Stored data
____________

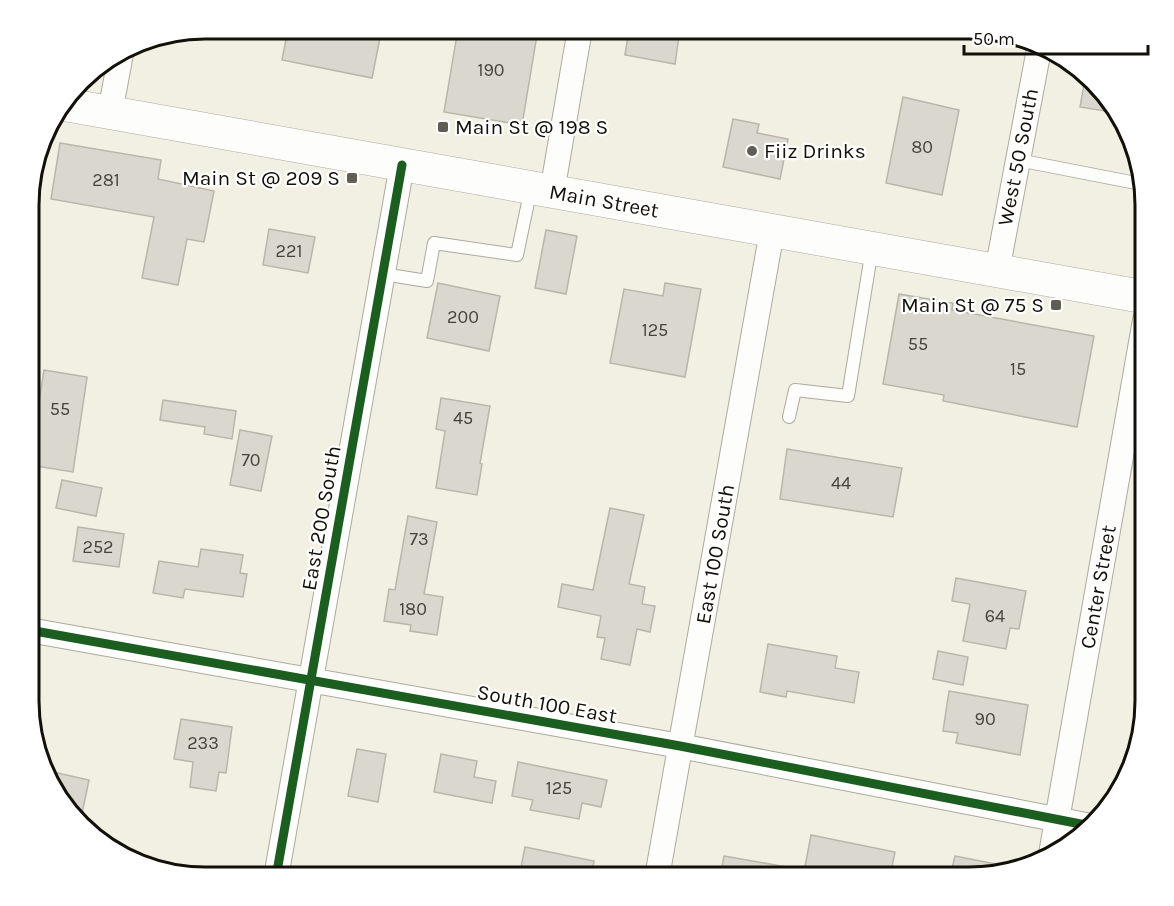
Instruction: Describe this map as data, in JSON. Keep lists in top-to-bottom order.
{
  "streets": {
    "main road": ["Main Street"],
    "street": [
      "West 50 South",
      "East 200 South",
      "East 100 South",
      "Center Street",
      "South 100 East"
    ]
  },
  "crossings": [
    ["West 50 South", "Main Street"],
    ["Main Street", "East 200 South"],
    ["Main Street", "East 100 South"],
    ["East 200 South", "South 100 East"],
    ["East 100 South", "South 100 East"],
    ["Center Street", "South 100 East"]
  ],
  "places": {
    "transit": ["Main St @ 198 S", "Main St @ 209 S", "Main St @ 75 S"],
    "other": ["Fiiz Drinks"]
  },
  "house_numbers": [
    "190",
    "80",
    "281",
    "221",
    "200",
    "125",
    "55",
    "15",
    "55",
    "45",
    "70",
    "44",
    "73",
    "252",
    "180",
    "64",
    "90",
    "233",
    "125"
  ],
  "scale_bar": "50 m"
}
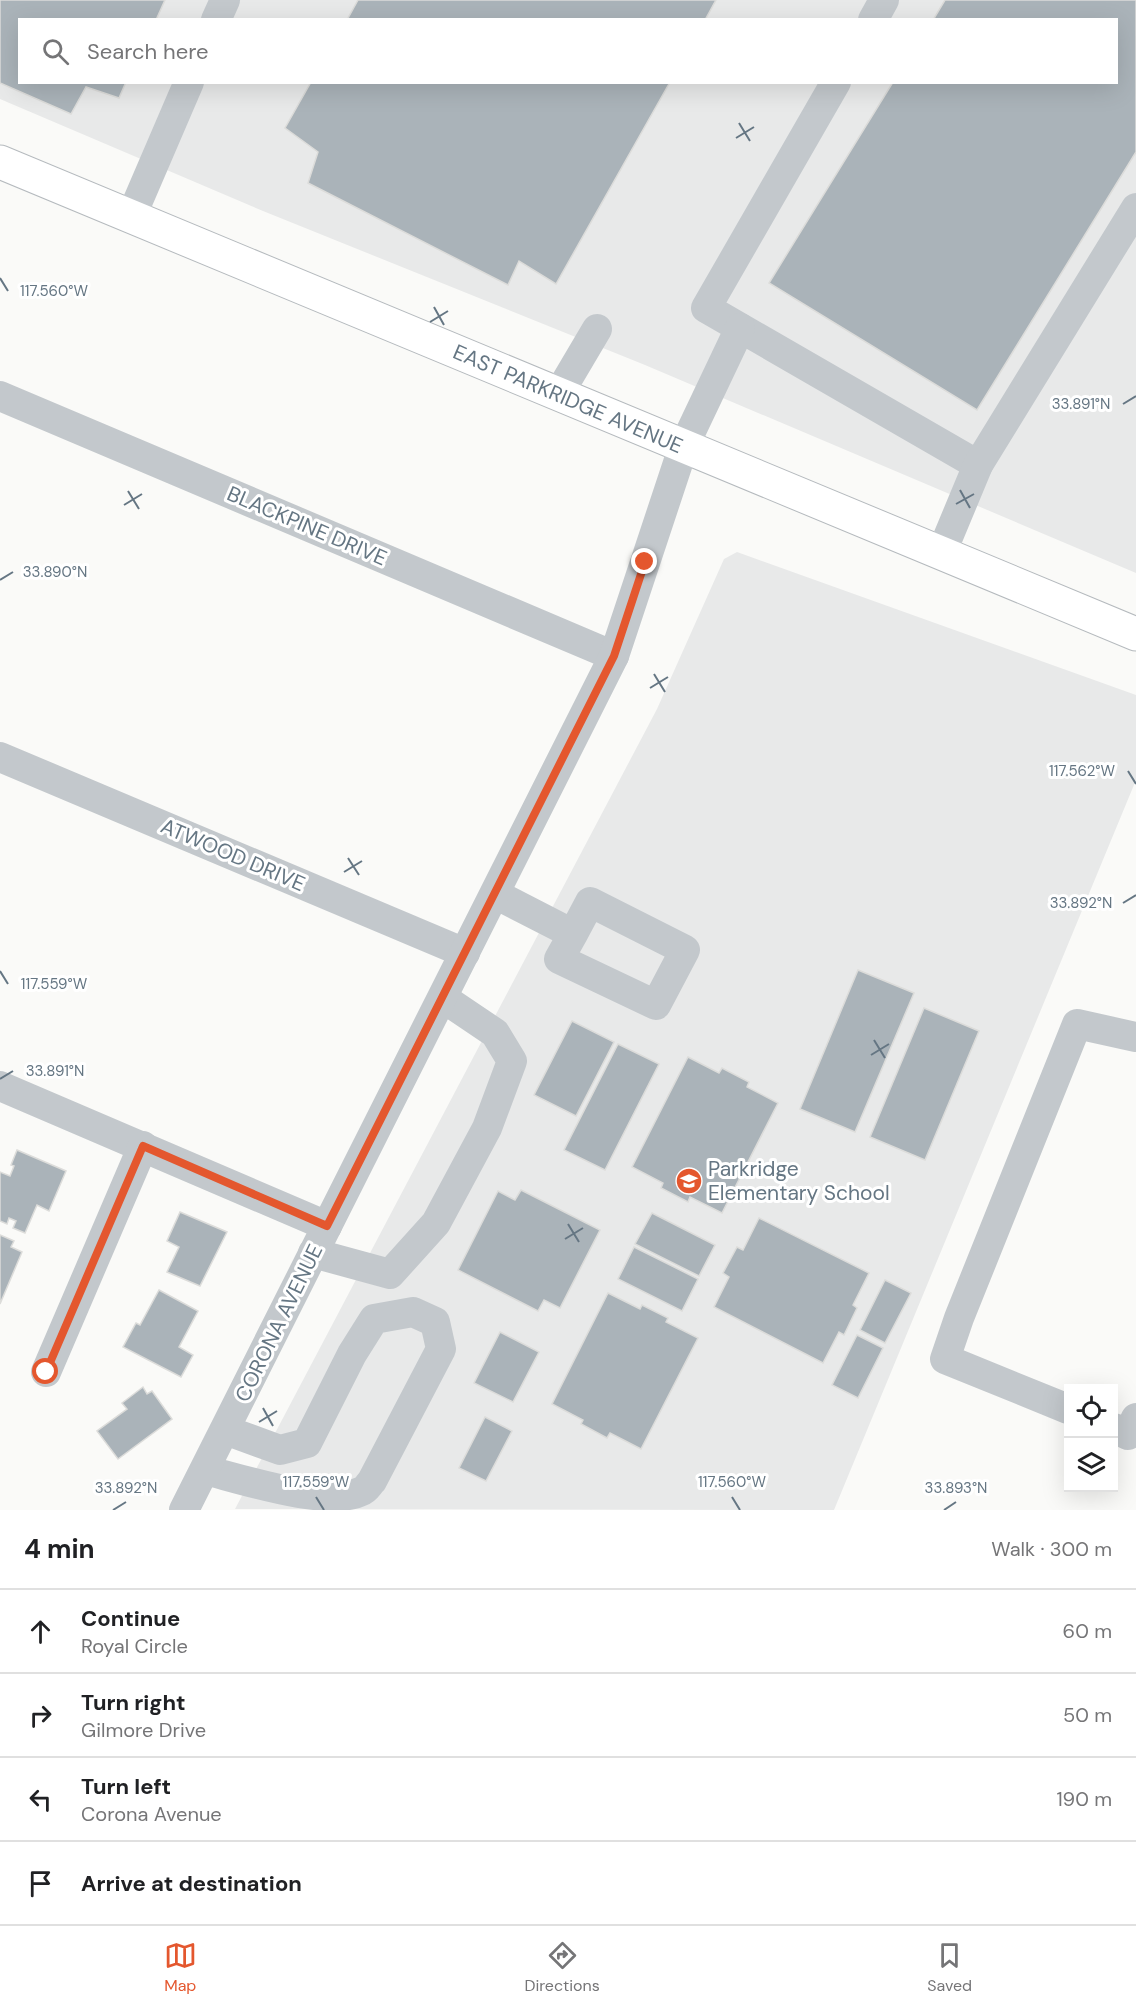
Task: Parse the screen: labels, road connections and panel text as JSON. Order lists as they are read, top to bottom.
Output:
{
  "streets": {
    "main road": ["EAST PARKRIDGE AVENUE"],
    "street": ["BLACKPINE DRIVE", "ATWOOD DRIVE", "CORONA AVENUE"]
  },
  "crossings": [
    ["EAST PARKRIDGE AVENUE", "CORONA AVENUE"],
    ["BLACKPINE DRIVE", "CORONA AVENUE"],
    ["ATWOOD DRIVE", "CORONA AVENUE"]
  ],
  "places": {
    "school or university": ["Parkridge Elementary School"]
  },
  "page": {
    "search": "Search here",
    "heading": ["4 min", "Walk · 300 m"],
    "list": [
      ["Continue", "Royal Circle", "60 m"],
      ["Turn right", "Gilmore Drive", "50 m"],
      ["Turn left", "Corona Avenue", "190 m"],
      "Arrive at destination"
    ],
    "nav": ["Map", "Directions", "Saved"]
  },
  "coordinates": [
    "117.560°W",
    "33.891°N",
    "33.890°N",
    "117.562°W",
    "33.892°N",
    "117.559°W",
    "33.893°N"
  ]
}
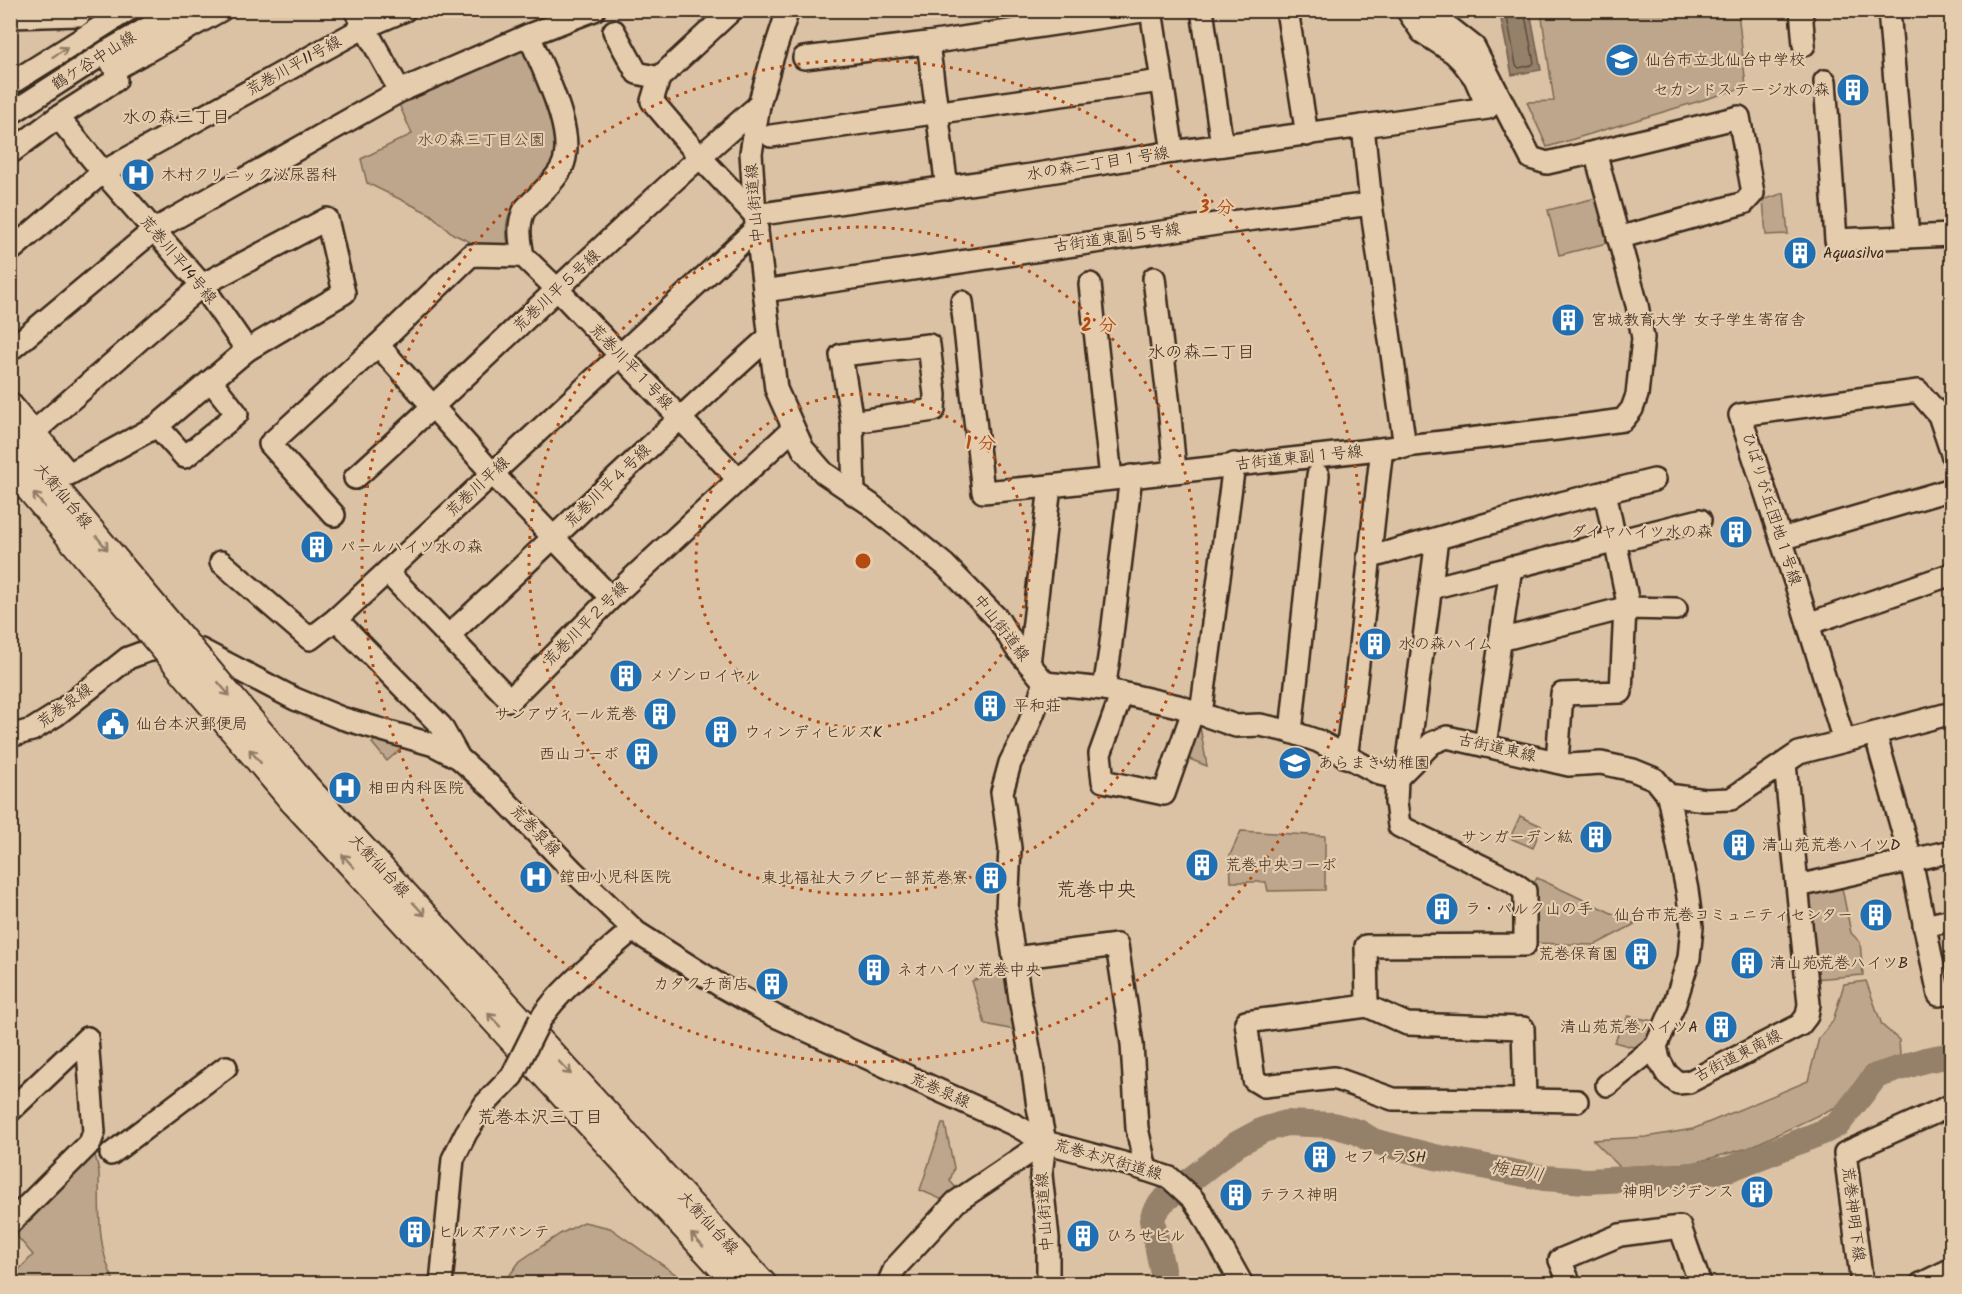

____________

- WHAT IS REQUIRED
Write the lines above out again exactly, without any of their pictures.

- TASK OUTPUT
Instruction: Describe this map as data, in JSON. Keep lists in top-to-bottom order.
{
  "streets": {
    "main road": ["Main Street"],
    "street": [
      "West 50 South",
      "East 200 South",
      "East 100 South",
      "Center Street",
      "South 100 East"
    ]
  },
  "crossings": [
    ["West 50 South", "Main Street"],
    ["Main Street", "East 200 South"],
    ["Main Street", "East 100 South"],
    ["East 200 South", "South 100 East"],
    ["East 100 South", "South 100 East"],
    ["Center Street", "South 100 East"]
  ],
  "places": {
    "transit": ["Main St @ 198 S", "Main St @ 209 S", "Main St @ 75 S"],
    "other": ["Fiiz Drinks"]
  },
  "house_numbers": [
    "190",
    "80",
    "281",
    "221",
    "200",
    "125",
    "55",
    "15",
    "55",
    "45",
    "70",
    "44",
    "73",
    "252",
    "180",
    "64",
    "90",
    "233",
    "125"
  ],
  "scale_bar": "50 m"
}
Task: Parse the screen: labels, road connections and panel text as JSON. Order lists as they are read, top to bottom.
Output:
{
  "streets": {
    "main road": ["EAST PARKRIDGE AVENUE"],
    "street": ["BLACKPINE DRIVE", "ATWOOD DRIVE", "CORONA AVENUE"]
  },
  "crossings": [
    ["EAST PARKRIDGE AVENUE", "CORONA AVENUE"],
    ["BLACKPINE DRIVE", "CORONA AVENUE"],
    ["ATWOOD DRIVE", "CORONA AVENUE"]
  ],
  "places": {
    "school or university": ["Parkridge Elementary School"]
  },
  "page": {
    "search": "Search here",
    "heading": ["4 min", "Walk · 300 m"],
    "list": [
      ["Continue", "Royal Circle", "60 m"],
      ["Turn right", "Gilmore Drive", "50 m"],
      ["Turn left", "Corona Avenue", "190 m"],
      "Arrive at destination"
    ],
    "nav": ["Map", "Directions", "Saved"]
  },
  "coordinates": [
    "117.560°W",
    "33.891°N",
    "33.890°N",
    "117.562°W",
    "33.892°N",
    "117.559°W",
    "33.893°N"
  ]
}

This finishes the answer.